Perhaps the bigger misconception comes from the belief that it’s not possible to reach a TV audience better than they are already being reached with a demo target, or at least not enough to move the needle. Behavior-based buying on linear TV is done by translating digital-style audiences into audience composition indices, indicating which programs, dayparts or networks have a higher concentration of your desired behavioral audience. This is still just buying your ads in programs or daypart rotations from a network.

But looking at the bigger picture, by network and daypart rotation, there’s room for significant optimization. A brand buyer target may have an audience composition index of 95 on an expensive primetime show and a 150 index on a less expensive early morning show, making the early morning program a much better buy for your brand. Finding optimal shows based on a concentration of your brand buyers’ targets can result in a vastly different buy.

Even though linear TV is not an addressable medium, TV networks are no longer offering only linear TV. Today’s networks are delivering their content in new and different ways, via VOD and OTT platforms such as Hulu and Roku. As a marketer, it is the content offered by a TV network that you are buying, delivered on a variety of platforms. These platforms are addressable, support dynamic insertion or both. That means that taking the time and effort to define and provide a digital-style audience target for buying your TV advertising is not just rolled up into audience composition indices for the linear TV portion of your buy—it is also used to deliver the addressable portion of your TV buy to your brands’ specific behavioral audiences.

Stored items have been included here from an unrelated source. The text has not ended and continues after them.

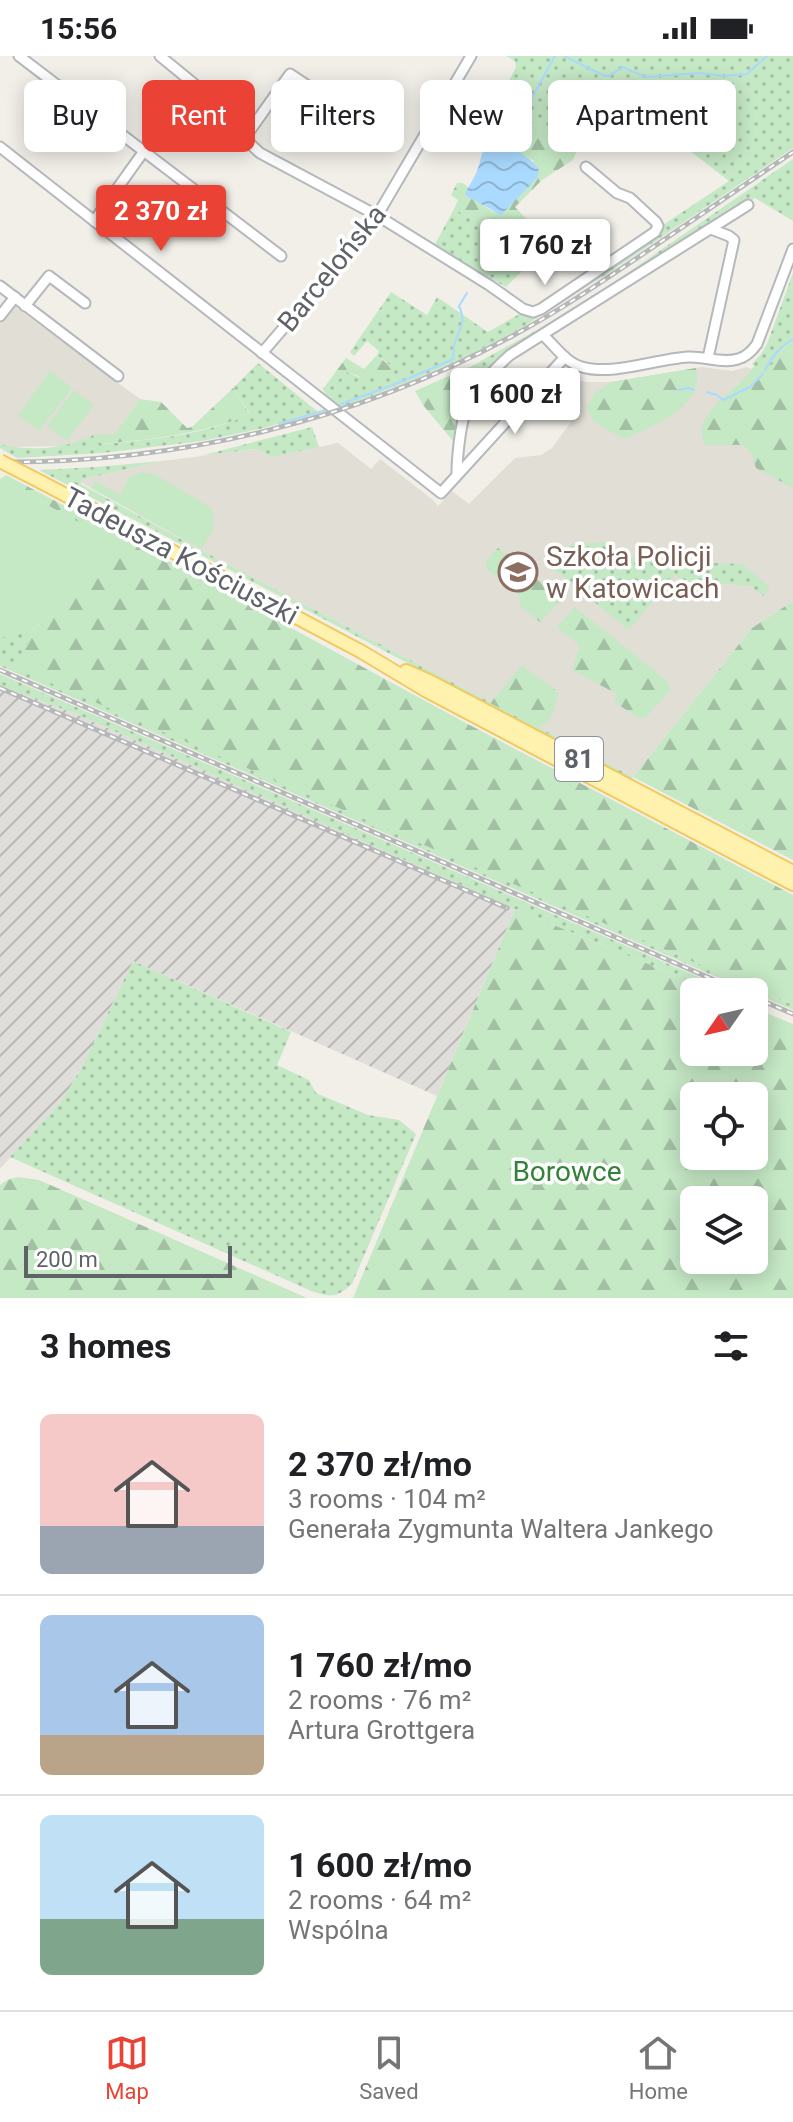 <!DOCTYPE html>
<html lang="en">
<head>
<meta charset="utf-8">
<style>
  body { margin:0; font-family:Roboto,sans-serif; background:#f2f2f2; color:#202124; height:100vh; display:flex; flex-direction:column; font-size:30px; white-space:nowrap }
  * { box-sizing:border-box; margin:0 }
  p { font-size:26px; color:#757577 }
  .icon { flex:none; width:44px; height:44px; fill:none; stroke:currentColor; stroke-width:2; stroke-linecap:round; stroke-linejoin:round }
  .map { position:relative; height:1242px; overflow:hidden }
  .sheet { display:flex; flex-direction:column; background:#fff; flex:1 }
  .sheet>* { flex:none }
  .hud { position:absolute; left:24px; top:24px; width:746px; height:72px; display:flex; gap:16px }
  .needle { width:52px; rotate:236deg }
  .buttons { position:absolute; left:680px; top:922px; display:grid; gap:16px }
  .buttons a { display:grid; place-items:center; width:88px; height:88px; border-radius:12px; background:#fff; box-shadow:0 4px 20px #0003; font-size:40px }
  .scale { position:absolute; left:24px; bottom:20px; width:208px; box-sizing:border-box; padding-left:8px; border:4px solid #5f6368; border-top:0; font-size:22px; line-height:28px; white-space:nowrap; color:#5f6368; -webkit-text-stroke:6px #fff; paint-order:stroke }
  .price { position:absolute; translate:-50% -68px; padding:0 18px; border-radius:8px; background:#fff; color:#222; font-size:26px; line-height:52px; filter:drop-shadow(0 2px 4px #0008) }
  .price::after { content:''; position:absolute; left:50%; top:48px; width:24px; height:18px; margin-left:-12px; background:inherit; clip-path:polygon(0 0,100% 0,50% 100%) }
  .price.on { background:#ea4335; color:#fff }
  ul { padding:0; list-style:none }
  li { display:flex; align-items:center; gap:24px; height:200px; padding:0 40px }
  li+li { border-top:2px solid #e0e0e0 }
  li span { display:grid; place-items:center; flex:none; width:224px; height:160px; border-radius:12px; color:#555 }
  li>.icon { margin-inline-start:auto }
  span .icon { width:96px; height:96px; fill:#fffc; stroke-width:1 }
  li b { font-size:34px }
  h2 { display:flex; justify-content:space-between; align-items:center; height:96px; padding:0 40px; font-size:34px }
  .chip { padding:0 28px; border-radius:12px; background:#fff; box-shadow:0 4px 20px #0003; font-size:28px; line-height:72px }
  .chip.on { background:#ea4335; color:#fff }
  .status { display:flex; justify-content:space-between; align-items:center; height:56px; padding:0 40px; background:#fff; direction:ltr }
  .status svg { height:22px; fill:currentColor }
  .menu { display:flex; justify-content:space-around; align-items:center; height:112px; border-top:2px solid #e0e0e0; background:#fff; font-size:22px; color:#757577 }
  .menu a { display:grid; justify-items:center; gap:4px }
  .menu .on { color:#ea4335 }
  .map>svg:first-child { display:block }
</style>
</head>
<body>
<div class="status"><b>15:56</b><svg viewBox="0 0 49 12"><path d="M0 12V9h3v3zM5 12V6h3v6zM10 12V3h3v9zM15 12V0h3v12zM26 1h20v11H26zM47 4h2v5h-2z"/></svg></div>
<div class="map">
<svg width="793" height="1242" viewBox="0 0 793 1242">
  <defs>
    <pattern id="industrial-furrows" width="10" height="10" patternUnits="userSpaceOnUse" patternTransform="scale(2)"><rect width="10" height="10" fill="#e0deda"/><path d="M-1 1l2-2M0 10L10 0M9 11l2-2" fill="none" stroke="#b9b8b5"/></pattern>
    <pattern id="grass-dots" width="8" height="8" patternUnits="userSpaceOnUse" patternTransform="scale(2)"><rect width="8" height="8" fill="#c5e8c5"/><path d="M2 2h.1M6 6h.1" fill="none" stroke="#a3c0a4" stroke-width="1.8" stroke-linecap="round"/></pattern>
    <pattern id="forest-firs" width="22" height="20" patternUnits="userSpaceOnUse" patternTransform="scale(2)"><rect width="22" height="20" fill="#c5e8c5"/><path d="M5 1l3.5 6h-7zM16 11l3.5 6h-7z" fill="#a3c0a4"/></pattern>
    <pattern id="water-waves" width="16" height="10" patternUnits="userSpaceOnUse" patternTransform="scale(2)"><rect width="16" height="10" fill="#aadaff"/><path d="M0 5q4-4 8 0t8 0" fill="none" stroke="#8eb4d2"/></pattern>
  </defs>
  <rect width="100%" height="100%" fill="#f1efe8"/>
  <polygon fill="url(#industrial-furrows)" points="0,630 74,657 515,853 437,1040 133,905 82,1011 61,1046 0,1113"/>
  <g fill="#e1ded6">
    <polygon points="14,250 140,343 115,379 93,379 81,385 64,390 11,391 0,388 0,268"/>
    <polygon points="702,311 732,315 746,311 793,327 793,545 752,572 633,721 197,492 80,426 81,424 88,422 162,405 257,393 272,401 338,387 371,413 380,403 432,443 438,450 452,435 469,448 515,402 541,399 552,392 581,352 575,324 588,326 611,326"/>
  </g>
  <g fill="url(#grass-dots)">
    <path d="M506,0H793V92L613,214L523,271L472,298L413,324L342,351L326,339L323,333L327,334L347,316L358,321L390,309L377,299L379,295L367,285L354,300L350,296L391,236L427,259L437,241L488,276L523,256L531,259L655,181L663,169L729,125L624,44L609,65L592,83C574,84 558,80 542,72C534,69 528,63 519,62C508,61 499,67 488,67L516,11L515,5Z"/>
    <polygon points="793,103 793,165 755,142 487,312 468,312 537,274 607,231"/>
    <polygon points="454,153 490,172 502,181 514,185 529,208 506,231 434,190"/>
    <polygon points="793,217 793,286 784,292 771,310 754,310 752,308 761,298 767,288"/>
    <path d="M258,307L318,356L264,372L202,385L102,397L17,402L0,392V388C28,396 67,393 93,379L102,388C152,384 203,379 250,358L233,332Z"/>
    <polygon points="312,371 319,391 272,401 257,393 200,400"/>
    <polygon points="162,405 88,422 81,424 81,428 197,492 633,721 631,724 39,414 96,411"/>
    <polygon points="603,486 607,489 608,498 610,499 682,506 742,508 770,531 763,540 751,530 704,526 698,534 675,519 630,573 625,571 549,509 571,488"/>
    <polygon points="34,572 17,612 793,949 793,954 0,610 0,582"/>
    <polygon points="0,618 733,936 716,936 515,853 74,657 0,630"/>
    <path d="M133,905L291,976L277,1009L309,1024L316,1037L368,1059L399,1064L416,1078L352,1228C336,1242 330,1242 309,1234L10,1101L61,1046L82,1011Z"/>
  </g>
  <g fill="url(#forest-firs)" fill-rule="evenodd">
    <path d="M515,61C544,68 559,85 592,83L576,97L573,104L542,124L515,151L530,167L514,185L502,181L490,172L454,153L458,144L451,139L457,127H463L468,131L466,139L494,156L534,105L483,77L488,67H494Z"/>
    <path d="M793,286V432L756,412L752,399L744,389H704C704,385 702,380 702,376C704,348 742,331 754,310H771L784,292Z"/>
    <path d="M377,299L393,313C377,323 364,323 347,316L327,334L323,333L346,302L364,313Z"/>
    <polygon points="467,312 487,312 461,357 453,385 423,349 415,335"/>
    <path d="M696,312C696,316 697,320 697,325C693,356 648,373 623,383L593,365L587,351L595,337L611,326Z"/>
    <path d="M233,332L250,359C198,378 157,383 102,388L93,379L115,378L140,343L161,346L187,372L192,371Z"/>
    <polygon points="6,419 137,488 462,665 793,839 793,949 16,612 34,572 66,549 82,524 128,494 0,423"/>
    <polygon points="498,492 561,543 540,566 521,551 519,539 486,512 487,504"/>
    <polygon points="793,545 793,804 633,721 752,572"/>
    <polygon points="575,551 667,625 670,631 669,636 645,662 639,662 614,646 617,638 572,614 580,590 557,571"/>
    <polygon points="522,609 559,637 551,662 539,672 490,647"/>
    <path d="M515,853L716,936H694V996H754V952L793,968V1242H353ZM694,1040H754V1100H694ZM694,1144H754V1204H694Z"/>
    <polygon points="18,1121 39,1124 307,1242 0,1242 0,1129 7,1124"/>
  </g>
  <g fill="#c5e8c5">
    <polygon points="50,315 72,332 39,375 18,359"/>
    <polygon points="74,334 94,349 67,385 47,370"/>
    <path d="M142,416L154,418L210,451C220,467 210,478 202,493L91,432L95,425L120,439L129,422Z"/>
    <polygon points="0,423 129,494 83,524 66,549 34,572 0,582"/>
  </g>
  <path fill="url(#water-waves)" d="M491,86C506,86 532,101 539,114L537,122L501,159L465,139C468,130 474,123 477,115C482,103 480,94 491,86Z"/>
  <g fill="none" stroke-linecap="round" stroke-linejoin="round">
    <g stroke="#aadaff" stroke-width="2">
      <polyline points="564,0 605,20 609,20 622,11 646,21 700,17 723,20 747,18 767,0"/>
      <polyline points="512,78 555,0"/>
      <path d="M765,314C773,300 779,291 793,283"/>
      <polyline points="678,334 688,332 694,334"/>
      <polyline points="707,336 717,339 723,344 750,331 763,318"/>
      <path d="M341,348L398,327L453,303C454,298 453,293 454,289C459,272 467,268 459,250L467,237"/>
      <polyline points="279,368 326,354"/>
    </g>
    <g stroke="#b5b8bc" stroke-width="13">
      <g id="minor">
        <polyline points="19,0 281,200"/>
        <polyline points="160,0 204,36 234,73 260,97 378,160 489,229 523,253 533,256 541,253 655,176 658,170 656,166 630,142 617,137 586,111"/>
        <polyline points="244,83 290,18 329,44"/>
        <polyline points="0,91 441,437 565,301"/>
        <polyline points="94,165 144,95 189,25"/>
        <polyline points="0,230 118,320"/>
        <polyline points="25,250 49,220 85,247"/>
        <polyline points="0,260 15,241"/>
        <path d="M543,279C555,290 566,307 582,311C612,320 656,303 688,301C704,300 722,308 738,303C746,301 752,295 757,288L793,193"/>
        <polyline points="262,297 371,170 471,0"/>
        <polyline points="708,302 734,184 729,180 711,173"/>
        <path d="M457,418C457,403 460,369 466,355C475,334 493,314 510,299L748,149"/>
      </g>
    </g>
    <g stroke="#f2c960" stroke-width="16">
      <g id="major">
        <polyline points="41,426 362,596 427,635 793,828"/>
        <polyline points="406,615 431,626 793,816"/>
      </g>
    </g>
    <use href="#minor" stroke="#fff" stroke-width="9"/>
    <use href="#major" stroke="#fff2af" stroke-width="12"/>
    <g stroke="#b6b7b8" stroke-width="5">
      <g id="rail">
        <path d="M0,406C179,407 356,365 514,279C557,256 597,229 637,202C689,167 741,131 793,96"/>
        <polyline points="0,614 742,936"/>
        <polyline points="0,632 507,852"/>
        <polyline points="754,941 793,958"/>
      </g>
    </g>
    <use href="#rail" stroke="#fff" stroke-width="2" stroke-dasharray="6" stroke-linecap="butt"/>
    <g stroke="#f2c960" stroke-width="16" stroke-linecap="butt">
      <polyline id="major-bridge" points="0,405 41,426"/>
    </g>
    <use href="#major-bridge" stroke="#fff2af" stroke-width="12"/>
  </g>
  <defs>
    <g id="university-ring" transform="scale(2)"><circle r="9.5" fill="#fff" stroke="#8d6e63" stroke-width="1.5"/><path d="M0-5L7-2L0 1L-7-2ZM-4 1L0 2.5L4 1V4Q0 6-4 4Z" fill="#8d6e63"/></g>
  </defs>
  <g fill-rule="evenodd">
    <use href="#university-ring" x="518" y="516"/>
  </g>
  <g text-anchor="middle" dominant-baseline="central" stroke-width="7" stroke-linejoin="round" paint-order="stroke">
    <rect fill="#fff" stroke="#8f9295" stroke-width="2" x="555" y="681" width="48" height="44" rx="6"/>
    <g font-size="26" font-weight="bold" fill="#5f6368">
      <text x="579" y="703">81</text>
    </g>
    <g font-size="28" fill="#5f6368" stroke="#fff">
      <text transform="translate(332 212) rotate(-51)">Barcelońska</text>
      <text transform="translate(181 500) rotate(28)">Tadeusza Kościuszki</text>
    </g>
    <g font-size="28" fill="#785e54" stroke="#fff" text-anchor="start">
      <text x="546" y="500">Szkoła Policji<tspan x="546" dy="32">w Katowicach</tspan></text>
    </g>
    <g font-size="28" fill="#348238" stroke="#fff">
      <text x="567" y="1115">Borowce</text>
    </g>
  </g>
</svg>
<div class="buttons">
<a><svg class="needle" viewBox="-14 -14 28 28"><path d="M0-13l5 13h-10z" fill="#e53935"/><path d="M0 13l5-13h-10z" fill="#757577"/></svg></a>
<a><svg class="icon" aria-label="locate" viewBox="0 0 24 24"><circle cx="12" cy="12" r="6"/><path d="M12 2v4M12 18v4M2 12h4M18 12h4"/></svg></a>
<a><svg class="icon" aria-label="layers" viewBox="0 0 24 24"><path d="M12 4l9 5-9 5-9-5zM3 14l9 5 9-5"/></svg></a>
</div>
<div class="scale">200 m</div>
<b class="price on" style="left:161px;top:197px">2 370 zł</b>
<b class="price" style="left:545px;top:231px">1 760 zł</b>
<b class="price" style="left:515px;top:380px">1 600 zł</b>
<div class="hud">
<a class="chip">Buy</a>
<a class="chip on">Rent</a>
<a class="chip">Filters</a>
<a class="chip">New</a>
<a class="chip">Apartment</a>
</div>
</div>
<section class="sheet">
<h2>3 homes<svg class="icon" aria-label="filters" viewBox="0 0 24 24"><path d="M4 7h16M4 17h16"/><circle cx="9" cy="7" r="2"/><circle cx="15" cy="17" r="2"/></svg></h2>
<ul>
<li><span style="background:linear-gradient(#f6c9c9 70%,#9aa5b1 0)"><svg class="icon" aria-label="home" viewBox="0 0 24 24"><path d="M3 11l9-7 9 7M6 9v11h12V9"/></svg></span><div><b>2 370 zł/mo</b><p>3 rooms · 104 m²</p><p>Generała Zygmunta Waltera Jankego</p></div></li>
<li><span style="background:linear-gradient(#a9c7e8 75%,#b9a48a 0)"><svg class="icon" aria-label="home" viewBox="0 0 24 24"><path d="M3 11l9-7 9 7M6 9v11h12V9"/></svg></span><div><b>1 760 zł/mo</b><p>2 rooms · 76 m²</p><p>Artura Grottgera</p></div></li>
<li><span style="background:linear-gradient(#bfe0f5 65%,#7fa58c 0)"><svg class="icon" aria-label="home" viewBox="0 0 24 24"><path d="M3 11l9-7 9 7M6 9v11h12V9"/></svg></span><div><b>1 600 zł/mo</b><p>2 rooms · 64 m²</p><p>Wspólna</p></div></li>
</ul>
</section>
<nav class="menu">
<a class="on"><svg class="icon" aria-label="map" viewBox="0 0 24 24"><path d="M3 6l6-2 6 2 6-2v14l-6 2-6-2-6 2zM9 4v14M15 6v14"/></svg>Map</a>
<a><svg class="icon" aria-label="saved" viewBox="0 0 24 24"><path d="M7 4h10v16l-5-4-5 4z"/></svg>Saved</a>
<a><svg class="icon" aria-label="home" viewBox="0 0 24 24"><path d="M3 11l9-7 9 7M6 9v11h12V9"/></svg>Home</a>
</nav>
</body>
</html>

As we’ve seen with all of the various advanced TV platforms being built and tested by the TV networks, the industry recognizes the need for a new way of reaching a TV audience. Today, TV is so much more than just a mass-reach medium. In contrast to buying shows that appeal to a certain demographic and producing creative that speaks to that audience (young viewers, for example), audience-based buying enables advertisers to reach audiences that will actually respond to an ad with a purchase and not only be engaged because the content is enticing.

Looking at the big picture of TV content on all of the different devices and platforms, advertisers have the opportunity to do a very good job of more precisely reaching an audience that is more likely to purchase their product with engaging advertising content. It is a new era of television.